*** Data provided ***

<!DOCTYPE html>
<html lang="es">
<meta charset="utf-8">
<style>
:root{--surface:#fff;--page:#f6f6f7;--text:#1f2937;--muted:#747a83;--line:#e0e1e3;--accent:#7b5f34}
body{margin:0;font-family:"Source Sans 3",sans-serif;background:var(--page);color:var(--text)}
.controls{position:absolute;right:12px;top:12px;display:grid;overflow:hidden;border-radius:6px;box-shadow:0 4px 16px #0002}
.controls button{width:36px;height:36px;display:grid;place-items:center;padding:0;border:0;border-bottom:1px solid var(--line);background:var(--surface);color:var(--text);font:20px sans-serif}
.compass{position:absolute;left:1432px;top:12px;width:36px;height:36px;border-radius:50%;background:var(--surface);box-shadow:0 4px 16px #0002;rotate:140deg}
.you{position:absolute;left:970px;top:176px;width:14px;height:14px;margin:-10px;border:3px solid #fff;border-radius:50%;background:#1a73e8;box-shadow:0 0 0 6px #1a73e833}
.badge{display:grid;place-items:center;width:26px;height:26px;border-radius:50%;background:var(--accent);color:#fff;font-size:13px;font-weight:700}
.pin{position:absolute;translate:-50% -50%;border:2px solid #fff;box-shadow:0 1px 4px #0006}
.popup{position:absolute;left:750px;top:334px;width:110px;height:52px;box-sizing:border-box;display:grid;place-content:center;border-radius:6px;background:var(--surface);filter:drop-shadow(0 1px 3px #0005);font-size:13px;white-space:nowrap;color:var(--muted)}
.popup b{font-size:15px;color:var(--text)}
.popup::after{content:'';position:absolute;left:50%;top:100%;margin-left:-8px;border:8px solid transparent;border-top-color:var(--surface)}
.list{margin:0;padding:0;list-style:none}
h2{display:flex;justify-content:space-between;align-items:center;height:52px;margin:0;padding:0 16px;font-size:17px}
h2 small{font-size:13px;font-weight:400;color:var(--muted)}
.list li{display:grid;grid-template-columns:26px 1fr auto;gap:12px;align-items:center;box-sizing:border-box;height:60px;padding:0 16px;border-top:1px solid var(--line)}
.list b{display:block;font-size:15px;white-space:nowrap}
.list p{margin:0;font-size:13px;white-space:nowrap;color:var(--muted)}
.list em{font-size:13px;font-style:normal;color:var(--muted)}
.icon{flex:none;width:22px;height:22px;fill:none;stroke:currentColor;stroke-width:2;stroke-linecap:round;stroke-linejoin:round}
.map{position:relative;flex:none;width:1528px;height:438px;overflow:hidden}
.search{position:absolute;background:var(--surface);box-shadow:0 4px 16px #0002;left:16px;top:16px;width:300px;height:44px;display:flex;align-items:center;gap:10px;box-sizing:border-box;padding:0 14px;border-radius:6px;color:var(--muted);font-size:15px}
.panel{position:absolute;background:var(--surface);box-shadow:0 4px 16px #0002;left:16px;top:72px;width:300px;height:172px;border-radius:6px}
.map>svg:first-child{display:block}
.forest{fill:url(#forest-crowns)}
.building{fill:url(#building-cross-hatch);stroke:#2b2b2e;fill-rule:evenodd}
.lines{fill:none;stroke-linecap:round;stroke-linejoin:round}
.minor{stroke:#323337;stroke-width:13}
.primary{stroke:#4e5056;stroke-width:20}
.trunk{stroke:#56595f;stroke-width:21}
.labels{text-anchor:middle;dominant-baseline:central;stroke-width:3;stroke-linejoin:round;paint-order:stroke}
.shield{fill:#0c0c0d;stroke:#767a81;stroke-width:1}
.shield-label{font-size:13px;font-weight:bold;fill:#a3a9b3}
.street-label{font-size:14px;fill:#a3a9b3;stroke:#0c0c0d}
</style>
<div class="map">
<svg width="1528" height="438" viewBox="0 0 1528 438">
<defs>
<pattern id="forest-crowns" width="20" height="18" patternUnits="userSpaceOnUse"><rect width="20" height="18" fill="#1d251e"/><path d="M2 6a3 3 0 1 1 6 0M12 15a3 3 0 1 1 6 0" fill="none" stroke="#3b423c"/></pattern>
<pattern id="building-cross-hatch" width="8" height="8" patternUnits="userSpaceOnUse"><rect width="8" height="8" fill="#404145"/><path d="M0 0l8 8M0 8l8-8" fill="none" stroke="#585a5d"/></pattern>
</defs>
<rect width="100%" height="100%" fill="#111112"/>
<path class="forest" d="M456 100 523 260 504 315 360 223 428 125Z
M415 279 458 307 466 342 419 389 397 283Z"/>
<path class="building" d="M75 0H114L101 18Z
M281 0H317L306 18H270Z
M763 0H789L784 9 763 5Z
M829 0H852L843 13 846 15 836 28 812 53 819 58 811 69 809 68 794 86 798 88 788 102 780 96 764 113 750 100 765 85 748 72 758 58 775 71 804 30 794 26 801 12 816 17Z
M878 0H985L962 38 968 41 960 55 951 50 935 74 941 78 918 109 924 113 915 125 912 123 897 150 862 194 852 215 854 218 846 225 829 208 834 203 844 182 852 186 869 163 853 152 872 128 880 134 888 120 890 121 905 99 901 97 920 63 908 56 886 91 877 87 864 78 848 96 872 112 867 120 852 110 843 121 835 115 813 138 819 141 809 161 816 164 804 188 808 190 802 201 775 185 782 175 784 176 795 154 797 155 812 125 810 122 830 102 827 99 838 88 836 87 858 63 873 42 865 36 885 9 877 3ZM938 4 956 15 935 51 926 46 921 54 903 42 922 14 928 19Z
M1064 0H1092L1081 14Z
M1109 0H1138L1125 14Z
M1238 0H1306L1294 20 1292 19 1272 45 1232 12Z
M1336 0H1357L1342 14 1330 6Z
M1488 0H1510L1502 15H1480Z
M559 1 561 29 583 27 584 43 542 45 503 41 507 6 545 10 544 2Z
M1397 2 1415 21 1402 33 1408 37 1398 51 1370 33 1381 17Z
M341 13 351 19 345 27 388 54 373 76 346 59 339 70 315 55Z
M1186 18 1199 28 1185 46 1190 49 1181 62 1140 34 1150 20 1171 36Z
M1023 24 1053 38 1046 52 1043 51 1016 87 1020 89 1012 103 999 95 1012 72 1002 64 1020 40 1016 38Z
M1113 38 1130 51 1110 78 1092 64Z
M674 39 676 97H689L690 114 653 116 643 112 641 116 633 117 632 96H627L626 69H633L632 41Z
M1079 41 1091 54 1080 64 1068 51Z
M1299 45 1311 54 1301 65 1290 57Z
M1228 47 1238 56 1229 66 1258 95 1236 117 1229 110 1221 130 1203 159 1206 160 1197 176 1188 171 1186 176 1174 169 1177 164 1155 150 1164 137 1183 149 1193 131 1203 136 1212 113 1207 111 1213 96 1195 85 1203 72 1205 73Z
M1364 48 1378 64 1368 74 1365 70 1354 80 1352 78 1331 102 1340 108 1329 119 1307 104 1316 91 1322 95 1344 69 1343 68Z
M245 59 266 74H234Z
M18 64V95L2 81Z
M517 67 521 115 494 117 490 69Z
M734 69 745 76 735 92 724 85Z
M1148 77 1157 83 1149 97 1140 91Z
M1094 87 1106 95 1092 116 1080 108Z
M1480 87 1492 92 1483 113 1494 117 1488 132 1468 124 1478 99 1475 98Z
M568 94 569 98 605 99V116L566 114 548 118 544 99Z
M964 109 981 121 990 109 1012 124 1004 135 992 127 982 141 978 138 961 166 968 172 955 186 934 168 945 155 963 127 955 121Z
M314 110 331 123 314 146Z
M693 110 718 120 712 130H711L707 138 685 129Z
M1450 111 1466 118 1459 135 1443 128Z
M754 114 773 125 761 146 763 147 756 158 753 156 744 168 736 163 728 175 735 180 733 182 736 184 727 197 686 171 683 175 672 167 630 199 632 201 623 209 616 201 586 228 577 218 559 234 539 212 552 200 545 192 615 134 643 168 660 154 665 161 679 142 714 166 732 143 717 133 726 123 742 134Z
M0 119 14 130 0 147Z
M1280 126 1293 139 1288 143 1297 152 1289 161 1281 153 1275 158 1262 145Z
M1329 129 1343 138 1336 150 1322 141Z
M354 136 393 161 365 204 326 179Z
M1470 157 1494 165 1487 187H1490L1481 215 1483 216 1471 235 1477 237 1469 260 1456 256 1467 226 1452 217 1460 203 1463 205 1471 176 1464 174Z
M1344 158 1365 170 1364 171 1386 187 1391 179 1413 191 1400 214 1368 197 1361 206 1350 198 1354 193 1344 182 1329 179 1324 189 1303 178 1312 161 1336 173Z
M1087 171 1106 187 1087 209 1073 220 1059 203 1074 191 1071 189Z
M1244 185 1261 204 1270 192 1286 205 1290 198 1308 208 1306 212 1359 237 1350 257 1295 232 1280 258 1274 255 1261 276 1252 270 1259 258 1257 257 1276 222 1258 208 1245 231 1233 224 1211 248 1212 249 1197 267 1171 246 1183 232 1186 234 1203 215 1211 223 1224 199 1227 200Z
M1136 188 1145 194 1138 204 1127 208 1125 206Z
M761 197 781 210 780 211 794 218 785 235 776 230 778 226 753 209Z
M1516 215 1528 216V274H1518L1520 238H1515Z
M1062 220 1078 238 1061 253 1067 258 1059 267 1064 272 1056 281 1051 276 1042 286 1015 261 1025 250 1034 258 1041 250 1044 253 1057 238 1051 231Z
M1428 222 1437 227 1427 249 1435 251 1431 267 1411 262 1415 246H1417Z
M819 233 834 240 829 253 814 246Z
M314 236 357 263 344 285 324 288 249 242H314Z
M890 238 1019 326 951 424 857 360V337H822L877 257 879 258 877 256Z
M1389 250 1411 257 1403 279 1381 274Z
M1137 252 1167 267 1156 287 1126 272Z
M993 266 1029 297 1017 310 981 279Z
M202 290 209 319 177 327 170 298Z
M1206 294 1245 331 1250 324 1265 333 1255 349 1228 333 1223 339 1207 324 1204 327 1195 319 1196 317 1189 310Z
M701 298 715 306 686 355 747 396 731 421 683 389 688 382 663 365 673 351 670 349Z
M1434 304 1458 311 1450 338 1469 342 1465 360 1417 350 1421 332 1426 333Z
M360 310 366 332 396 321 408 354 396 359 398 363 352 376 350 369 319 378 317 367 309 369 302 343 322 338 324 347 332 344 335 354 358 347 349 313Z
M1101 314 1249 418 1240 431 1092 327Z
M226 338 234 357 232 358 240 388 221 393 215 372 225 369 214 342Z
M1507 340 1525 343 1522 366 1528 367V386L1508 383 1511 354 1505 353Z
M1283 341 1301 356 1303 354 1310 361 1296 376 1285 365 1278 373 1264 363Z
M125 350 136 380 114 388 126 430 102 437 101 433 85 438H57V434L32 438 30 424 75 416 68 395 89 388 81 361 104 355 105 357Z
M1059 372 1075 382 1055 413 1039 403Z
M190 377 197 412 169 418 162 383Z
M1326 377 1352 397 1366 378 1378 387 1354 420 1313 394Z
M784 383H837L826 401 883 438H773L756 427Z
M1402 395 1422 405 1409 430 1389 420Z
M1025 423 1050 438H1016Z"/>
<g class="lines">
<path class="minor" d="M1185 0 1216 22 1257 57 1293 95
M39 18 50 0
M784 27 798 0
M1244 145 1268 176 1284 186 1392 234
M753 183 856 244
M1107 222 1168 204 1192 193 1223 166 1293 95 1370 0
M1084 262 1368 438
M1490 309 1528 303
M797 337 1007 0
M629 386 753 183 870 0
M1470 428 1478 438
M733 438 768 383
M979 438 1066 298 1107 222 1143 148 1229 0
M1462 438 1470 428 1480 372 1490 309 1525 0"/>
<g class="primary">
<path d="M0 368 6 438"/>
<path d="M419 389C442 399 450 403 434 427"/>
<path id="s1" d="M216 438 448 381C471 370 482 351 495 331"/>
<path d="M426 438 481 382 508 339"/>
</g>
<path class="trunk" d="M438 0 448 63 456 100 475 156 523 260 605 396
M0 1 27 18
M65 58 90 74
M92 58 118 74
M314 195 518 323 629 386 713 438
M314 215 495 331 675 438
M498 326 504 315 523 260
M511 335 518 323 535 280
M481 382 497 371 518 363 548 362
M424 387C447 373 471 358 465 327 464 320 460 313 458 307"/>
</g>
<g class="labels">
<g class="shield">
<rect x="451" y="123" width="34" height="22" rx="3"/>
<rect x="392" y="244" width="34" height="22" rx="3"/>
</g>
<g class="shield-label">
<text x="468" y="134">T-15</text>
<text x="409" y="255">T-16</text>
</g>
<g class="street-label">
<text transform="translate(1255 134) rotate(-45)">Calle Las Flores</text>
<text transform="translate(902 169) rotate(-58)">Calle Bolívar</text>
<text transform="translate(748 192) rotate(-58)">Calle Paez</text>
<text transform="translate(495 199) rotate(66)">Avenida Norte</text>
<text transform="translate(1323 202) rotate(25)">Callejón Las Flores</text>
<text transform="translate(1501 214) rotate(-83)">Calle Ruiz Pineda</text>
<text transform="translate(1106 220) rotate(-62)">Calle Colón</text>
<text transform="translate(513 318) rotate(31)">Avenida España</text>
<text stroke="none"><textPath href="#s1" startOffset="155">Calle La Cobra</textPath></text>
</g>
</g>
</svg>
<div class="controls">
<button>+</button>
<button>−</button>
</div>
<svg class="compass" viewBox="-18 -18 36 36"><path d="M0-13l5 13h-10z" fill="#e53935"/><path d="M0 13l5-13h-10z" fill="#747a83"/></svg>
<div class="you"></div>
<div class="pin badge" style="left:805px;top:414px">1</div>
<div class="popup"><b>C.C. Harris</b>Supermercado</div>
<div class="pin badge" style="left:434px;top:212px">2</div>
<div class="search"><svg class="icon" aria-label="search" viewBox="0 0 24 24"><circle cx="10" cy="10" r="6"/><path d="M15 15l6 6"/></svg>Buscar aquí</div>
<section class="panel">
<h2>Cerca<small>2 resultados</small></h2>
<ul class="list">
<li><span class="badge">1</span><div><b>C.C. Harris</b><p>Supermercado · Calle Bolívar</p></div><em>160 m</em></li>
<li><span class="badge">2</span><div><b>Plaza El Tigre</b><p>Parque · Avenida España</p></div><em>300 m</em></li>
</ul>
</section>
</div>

*** End of Data provided ***

Where the word "grid" occurs in a line of the records, copy that line.

.controls{position:absolute;right:12px;top:12px;display:grid;overflow:hidden;border-radius:6px;box-shadow:0 4px 16px #0002}
.controls button{width:36px;height:36px;display:grid;place-items:center;padding:0;border:0;border-bottom:1px solid var(--line);background:var(--surface);color:var(--text);font:20px sans-serif}
.badge{display:grid;place-items:center;width:26px;height:26px;border-radius:50%;background:var(--accent);color:#fff;font-size:13px;font-weight:700}
.popup{position:absolute;left:750px;top:334px;width:110px;height:52px;box-sizing:border-box;display:grid;place-content:center;border-radius:6px;background:var(--surface);filter:drop-shadow(0 1px 3px #0005);font-size:13px;white-space:nowrap;color:var(--muted)}
.list li{display:grid;grid-template-columns:26px 1fr auto;gap:12px;align-items:center;box-sizing:border-box;height:60px;padding:0 16px;border-top:1px solid var(--line)}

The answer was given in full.